--- What is being asked ---
Every line of the records below that holds the word "Making" belongs in the answer.

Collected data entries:
- Opening Delimiter -
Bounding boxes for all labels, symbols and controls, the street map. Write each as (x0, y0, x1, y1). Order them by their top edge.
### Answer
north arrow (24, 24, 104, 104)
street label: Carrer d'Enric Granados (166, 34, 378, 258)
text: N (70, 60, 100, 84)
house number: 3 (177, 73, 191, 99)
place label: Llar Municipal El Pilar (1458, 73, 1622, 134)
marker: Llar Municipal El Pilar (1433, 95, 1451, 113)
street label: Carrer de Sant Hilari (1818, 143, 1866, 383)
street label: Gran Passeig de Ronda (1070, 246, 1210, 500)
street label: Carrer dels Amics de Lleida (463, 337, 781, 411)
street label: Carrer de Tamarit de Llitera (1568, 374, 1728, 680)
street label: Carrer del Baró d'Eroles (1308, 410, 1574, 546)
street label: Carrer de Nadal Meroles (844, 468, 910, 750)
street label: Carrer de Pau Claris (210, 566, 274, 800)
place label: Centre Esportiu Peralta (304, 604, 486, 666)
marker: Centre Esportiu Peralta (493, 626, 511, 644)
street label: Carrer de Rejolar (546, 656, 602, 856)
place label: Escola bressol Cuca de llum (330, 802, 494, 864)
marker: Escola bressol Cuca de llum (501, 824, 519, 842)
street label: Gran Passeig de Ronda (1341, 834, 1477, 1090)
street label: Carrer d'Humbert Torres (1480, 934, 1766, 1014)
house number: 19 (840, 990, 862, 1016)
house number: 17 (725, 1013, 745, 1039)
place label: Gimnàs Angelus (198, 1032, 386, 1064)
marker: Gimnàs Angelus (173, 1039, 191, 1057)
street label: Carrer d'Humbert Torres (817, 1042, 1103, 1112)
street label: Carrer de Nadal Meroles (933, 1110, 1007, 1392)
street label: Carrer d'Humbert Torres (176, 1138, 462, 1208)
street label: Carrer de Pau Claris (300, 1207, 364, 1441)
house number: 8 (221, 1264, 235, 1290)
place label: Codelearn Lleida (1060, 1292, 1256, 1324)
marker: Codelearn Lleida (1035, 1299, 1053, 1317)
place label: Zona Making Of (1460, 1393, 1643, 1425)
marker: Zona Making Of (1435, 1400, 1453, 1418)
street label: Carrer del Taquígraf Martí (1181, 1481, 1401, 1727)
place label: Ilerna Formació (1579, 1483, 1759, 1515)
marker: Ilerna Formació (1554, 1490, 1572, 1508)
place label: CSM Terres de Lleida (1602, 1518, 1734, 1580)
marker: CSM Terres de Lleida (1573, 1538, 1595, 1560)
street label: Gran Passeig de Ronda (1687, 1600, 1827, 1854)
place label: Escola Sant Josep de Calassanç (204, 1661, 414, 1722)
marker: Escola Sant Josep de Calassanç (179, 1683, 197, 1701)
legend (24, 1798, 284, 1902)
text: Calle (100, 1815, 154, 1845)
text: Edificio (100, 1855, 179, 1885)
- Closing Delimiter -
--- Completed exercise ---
place label: Zona Making Of (1460, 1393, 1643, 1425)
marker: Zona Making Of (1435, 1400, 1453, 1418)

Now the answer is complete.